How one program fought for its own survival and won
by Eric Betterton, professor
Department of Atmospheric Sciences, University of Arizona
This saga began nearly three years ago, in October 2001, when the administration at the University of Arizona (UA) unexpectedly announced that because of state-imposed budget cuts and "higher programmatic priorities," they could no longer continue to support the Department of Atmospheric Sciences (ATMO) and the Institute of Atmospheric Physics (IAP). ATMO/IAP faculty were given three options:
- merge collectively with a larger department
- disperse individually or in small groups to several departments across campus, or
- remain as a small unit with the understanding that faculty lost through normal attrition would not be replaced in the future.
None of these options was attractive, and all had the potential to quickly undermine the graduate program—the heart of ATMO/IAP, with its 40-year history of excellence and its role as one of the founding members of UCAR.
By UA's own reckoning, external funding for research in ATMO/IAP ranked among the top 25% of all programs in the UA College of Science, so our initial reaction was one of utter disbelief. The UA administration justified the proposed elimination on the basis of "subcritical mass," and it took time for us to realize that size does matter: being small (six faculty) at a time of draconian budget cuts makes a program extremely vulnerable.
The story has a happy ending, however. By seeking creative new ways to grow, by forging strategic alliances, and by explaining the fundamental importance of our intellectual discipline, ATMO/IAP was ultimately spared. From other UA departments, we recruited eight joint faculty (with voting privileges) who are now part of the intellectual life of ATMO/IAP. With the added clout of these faculty, spread across the campus and all lobbying on our behalf, we secured funding for three to four additional faculty positions soon to be advertised. Thus, instead of being eliminated, ATMO/IAP will have more than doubled in size (counting our new joint faculty).
At about the time the elimination was first proposed, UA was undergoing a self-assessment to determine how several thematic enterprises (including earth science and environmental programs, or ESEP) that are widely distributed across many colleges and departments might be better organized. By actively and constructively participating in this review, and by inviting key faculty in other departments to participate in ATMO/IAP (with full voting privileges), we were able to add important perspective on the priorities and concerns of UA administrators. We were also able to reiterate the inherent importance of the atmospheric sciences and their links to other fields, things we had naively thought were self-evident with repeated headlines about global climate change and the ozone hole.

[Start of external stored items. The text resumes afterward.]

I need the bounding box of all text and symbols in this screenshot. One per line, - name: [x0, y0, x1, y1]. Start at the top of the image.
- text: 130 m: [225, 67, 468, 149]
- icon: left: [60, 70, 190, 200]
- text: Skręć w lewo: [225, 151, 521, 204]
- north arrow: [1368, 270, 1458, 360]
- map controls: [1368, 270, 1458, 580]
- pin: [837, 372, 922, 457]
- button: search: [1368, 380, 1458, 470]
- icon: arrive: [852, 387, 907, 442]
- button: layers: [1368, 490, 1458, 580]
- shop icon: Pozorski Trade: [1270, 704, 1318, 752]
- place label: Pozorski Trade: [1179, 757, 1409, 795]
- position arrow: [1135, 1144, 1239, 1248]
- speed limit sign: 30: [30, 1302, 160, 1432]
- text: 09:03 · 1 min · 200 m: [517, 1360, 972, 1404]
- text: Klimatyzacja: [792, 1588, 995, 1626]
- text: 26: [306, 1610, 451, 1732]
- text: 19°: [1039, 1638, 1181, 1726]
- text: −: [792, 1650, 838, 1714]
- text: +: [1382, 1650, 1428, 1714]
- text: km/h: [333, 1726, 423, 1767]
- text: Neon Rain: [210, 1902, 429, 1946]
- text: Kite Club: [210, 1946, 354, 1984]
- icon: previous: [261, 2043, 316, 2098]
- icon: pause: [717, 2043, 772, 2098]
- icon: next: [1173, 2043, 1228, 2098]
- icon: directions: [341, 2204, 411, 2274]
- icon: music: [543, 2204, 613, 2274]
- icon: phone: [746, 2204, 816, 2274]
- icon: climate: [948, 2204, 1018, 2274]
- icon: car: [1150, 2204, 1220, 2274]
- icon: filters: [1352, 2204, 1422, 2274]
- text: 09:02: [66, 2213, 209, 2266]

Finally, meetings between UCAR president Rick Anthes and UA administrators were a key turning point in the process that, in April 2004, elicited the response from administrators that we had all waited so long to hear: "They made the case. We will preserve Atmospheric Sciences" [Arizona Daily Wildcat, 1 April 2004].
Lessons worth noting
In hindsight, we believe our experience might be useful for other small departments. For many years, faculty in ATMO/IAP thought the importance of the atmospheric sciences and the potential for externally funded research were obvious and needed no further explanation. Clearly, this was not the case at UA; in fact, it was the ESEP review process that largely made the case for us. This study identified seven crosscutting thematic areas where investment in new faculty and the associated resources were expected to have the greatest impact:
- water sustainability
- Earth surface processes, natural resources, and hazards
- hydrometeorology and climate
- biogeochemistry and ecosystem dynamics
- environment and society
- environment and health
- engineering for a sustainable environment
It quickly became clear that the atmospheric sciences play a critical role in all these areas.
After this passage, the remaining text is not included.